Dataset entries:
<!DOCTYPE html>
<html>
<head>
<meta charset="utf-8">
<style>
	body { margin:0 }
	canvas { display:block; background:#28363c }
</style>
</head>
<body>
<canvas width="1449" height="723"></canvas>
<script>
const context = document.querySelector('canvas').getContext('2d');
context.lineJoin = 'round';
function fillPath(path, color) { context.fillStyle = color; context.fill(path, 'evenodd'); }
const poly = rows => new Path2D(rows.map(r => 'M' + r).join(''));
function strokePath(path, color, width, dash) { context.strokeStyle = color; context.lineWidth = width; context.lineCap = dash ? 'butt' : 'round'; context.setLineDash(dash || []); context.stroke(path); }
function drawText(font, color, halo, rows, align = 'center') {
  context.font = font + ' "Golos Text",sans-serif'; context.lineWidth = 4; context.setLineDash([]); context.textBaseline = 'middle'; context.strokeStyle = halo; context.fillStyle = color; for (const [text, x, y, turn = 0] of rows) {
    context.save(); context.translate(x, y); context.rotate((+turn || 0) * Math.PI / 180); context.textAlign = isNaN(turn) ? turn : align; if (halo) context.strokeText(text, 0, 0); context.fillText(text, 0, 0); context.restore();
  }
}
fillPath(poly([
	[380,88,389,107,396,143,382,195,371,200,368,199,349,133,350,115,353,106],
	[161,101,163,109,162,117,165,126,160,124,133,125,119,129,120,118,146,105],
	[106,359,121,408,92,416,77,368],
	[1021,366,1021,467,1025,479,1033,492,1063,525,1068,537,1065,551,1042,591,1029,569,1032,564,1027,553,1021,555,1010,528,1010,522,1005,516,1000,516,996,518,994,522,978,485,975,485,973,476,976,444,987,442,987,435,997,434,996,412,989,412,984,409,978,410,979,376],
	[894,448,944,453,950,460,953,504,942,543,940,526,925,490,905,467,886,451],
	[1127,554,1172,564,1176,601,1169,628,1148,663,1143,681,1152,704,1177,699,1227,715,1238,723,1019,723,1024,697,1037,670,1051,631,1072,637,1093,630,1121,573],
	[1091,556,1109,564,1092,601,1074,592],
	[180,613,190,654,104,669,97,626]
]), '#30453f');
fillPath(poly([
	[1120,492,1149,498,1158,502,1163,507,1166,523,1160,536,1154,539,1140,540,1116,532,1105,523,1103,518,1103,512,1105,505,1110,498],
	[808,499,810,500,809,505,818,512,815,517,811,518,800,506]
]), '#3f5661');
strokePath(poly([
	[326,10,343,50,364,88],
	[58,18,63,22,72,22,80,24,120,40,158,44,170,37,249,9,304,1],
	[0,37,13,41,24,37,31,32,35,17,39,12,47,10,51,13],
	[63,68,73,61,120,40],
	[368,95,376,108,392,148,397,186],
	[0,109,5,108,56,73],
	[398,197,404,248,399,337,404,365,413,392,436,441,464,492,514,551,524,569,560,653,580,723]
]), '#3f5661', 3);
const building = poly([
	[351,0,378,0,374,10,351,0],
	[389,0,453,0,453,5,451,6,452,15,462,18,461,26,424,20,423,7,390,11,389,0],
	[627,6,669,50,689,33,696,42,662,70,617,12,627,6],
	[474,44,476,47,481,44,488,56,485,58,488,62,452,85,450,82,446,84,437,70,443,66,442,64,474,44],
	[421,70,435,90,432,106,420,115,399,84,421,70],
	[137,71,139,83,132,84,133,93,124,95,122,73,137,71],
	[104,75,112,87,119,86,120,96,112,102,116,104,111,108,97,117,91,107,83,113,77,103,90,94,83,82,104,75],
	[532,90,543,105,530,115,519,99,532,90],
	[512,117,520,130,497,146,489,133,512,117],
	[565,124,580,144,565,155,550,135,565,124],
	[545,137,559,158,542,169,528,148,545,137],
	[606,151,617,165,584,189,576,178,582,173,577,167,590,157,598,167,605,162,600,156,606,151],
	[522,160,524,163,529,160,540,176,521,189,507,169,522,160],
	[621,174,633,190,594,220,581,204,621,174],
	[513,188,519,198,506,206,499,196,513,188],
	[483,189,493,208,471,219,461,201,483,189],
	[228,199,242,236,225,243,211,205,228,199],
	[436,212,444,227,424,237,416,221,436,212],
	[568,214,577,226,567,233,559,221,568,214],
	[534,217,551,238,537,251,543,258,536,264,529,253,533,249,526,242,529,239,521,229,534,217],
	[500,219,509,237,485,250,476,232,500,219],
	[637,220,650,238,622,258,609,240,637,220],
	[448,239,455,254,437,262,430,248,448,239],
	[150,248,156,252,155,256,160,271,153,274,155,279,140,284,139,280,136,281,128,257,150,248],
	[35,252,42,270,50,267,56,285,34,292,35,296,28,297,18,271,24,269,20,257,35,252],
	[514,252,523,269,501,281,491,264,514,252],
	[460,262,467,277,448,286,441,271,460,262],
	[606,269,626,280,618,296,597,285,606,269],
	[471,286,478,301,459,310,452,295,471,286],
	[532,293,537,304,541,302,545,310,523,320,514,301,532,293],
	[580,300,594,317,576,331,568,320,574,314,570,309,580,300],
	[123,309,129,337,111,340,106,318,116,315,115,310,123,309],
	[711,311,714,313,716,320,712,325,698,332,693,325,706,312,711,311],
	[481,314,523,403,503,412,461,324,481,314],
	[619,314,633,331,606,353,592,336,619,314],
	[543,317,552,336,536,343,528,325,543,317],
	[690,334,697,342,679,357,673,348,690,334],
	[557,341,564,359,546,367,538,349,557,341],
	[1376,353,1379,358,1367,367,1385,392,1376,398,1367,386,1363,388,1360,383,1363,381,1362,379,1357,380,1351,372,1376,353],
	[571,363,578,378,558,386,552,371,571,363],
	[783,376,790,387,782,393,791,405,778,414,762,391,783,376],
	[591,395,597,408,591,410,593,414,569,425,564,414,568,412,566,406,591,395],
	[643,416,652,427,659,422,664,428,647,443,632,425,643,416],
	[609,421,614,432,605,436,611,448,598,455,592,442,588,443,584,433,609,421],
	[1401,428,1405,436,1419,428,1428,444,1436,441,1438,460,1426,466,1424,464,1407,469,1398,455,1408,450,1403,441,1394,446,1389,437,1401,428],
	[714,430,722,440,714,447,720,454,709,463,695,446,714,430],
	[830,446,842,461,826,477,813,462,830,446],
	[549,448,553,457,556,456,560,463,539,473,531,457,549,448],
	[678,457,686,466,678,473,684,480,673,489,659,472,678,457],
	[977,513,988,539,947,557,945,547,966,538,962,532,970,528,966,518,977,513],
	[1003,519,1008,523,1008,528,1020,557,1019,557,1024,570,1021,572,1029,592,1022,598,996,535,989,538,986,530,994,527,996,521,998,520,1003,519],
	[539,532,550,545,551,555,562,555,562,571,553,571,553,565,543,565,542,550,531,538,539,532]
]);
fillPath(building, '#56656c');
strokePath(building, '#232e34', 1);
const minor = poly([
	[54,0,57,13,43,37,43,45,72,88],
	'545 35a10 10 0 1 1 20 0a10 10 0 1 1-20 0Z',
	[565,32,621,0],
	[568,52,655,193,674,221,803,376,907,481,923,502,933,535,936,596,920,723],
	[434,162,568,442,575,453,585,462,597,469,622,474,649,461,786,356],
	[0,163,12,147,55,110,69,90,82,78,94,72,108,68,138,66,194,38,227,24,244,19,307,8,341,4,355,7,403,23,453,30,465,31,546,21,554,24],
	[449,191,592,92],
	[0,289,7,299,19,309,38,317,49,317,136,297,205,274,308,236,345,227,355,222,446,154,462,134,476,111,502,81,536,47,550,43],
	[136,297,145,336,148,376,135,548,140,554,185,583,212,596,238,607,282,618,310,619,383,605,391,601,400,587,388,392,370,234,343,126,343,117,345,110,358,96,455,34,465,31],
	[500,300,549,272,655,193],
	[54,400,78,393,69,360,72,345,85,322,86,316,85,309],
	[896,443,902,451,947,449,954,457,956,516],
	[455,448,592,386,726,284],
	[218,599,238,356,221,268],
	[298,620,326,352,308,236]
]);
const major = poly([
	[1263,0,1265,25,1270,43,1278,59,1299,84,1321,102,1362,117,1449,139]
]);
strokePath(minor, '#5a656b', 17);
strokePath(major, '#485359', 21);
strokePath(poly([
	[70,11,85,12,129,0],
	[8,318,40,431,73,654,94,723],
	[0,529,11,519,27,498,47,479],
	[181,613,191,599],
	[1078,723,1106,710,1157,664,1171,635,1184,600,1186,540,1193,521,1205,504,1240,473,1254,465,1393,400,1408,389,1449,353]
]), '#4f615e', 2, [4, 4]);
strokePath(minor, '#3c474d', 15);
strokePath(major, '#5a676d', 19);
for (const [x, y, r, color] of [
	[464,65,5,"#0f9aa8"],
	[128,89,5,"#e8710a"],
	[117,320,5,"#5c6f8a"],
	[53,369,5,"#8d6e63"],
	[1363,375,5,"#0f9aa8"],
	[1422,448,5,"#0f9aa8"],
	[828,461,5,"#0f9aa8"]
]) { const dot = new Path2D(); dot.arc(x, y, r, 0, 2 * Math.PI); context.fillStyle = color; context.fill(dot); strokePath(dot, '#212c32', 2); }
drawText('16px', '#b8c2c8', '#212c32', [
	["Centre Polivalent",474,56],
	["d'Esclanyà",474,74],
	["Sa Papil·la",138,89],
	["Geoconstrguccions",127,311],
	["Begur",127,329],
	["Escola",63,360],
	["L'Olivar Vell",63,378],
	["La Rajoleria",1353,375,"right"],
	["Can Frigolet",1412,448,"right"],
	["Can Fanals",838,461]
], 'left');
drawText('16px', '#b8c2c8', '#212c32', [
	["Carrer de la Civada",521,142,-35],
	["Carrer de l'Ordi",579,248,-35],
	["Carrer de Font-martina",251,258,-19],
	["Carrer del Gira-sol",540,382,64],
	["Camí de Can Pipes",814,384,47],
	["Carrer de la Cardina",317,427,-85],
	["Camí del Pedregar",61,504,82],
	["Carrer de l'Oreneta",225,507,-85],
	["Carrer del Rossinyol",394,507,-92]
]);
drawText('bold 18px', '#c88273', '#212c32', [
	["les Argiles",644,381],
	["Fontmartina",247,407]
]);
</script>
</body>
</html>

EXERCISE OBJECTIVE ▸
Up to and including the line with "[180,613,190,654,104,669,97,626]", repeat the data exactly, starting from its first line; nothing else belongs in the response.

EXERCISE ANSWER ▸
<!DOCTYPE html>
<html>
<head>
<meta charset="utf-8">
<style>
	body { margin:0 }
	canvas { display:block; background:#28363c }
</style>
</head>
<body>
<canvas width="1449" height="723"></canvas>
<script>
const context = document.querySelector('canvas').getContext('2d');
context.lineJoin = 'round';
function fillPath(path, color) { context.fillStyle = color; context.fill(path, 'evenodd'); }
const poly = rows => new Path2D(rows.map(r => 'M' + r).join(''));
function strokePath(path, color, width, dash) { context.strokeStyle = color; context.lineWidth = width; context.lineCap = dash ? 'butt' : 'round'; context.setLineDash(dash || []); context.stroke(path); }
function drawText(font, color, halo, rows, align = 'center') {
  context.font = font + ' "Golos Text",sans-serif'; context.lineWidth = 4; context.setLineDash([]); context.textBaseline = 'middle'; context.strokeStyle = halo; context.fillStyle = color; for (const [text, x, y, turn = 0] of rows) {
    context.save(); context.translate(x, y); context.rotate((+turn || 0) * Math.PI / 180); context.textAlign = isNaN(turn) ? turn : align; if (halo) context.strokeText(text, 0, 0); context.fillText(text, 0, 0); context.restore();
  }
}
fillPath(poly([
	[380,88,389,107,396,143,382,195,371,200,368,199,349,133,350,115,353,106],
	[161,101,163,109,162,117,165,126,160,124,133,125,119,129,120,118,146,105],
	[106,359,121,408,92,416,77,368],
	[1021,366,1021,467,1025,479,1033,492,1063,525,1068,537,1065,551,1042,591,1029,569,1032,564,1027,553,1021,555,1010,528,1010,522,1005,516,1000,516,996,518,994,522,978,485,975,485,973,476,976,444,987,442,987,435,997,434,996,412,989,412,984,409,978,410,979,376],
	[894,448,944,453,950,460,953,504,942,543,940,526,925,490,905,467,886,451],
	[1127,554,1172,564,1176,601,1169,628,1148,663,1143,681,1152,704,1177,699,1227,715,1238,723,1019,723,1024,697,1037,670,1051,631,1072,637,1093,630,1121,573],
	[1091,556,1109,564,1092,601,1074,592],
	[180,613,190,654,104,669,97,626]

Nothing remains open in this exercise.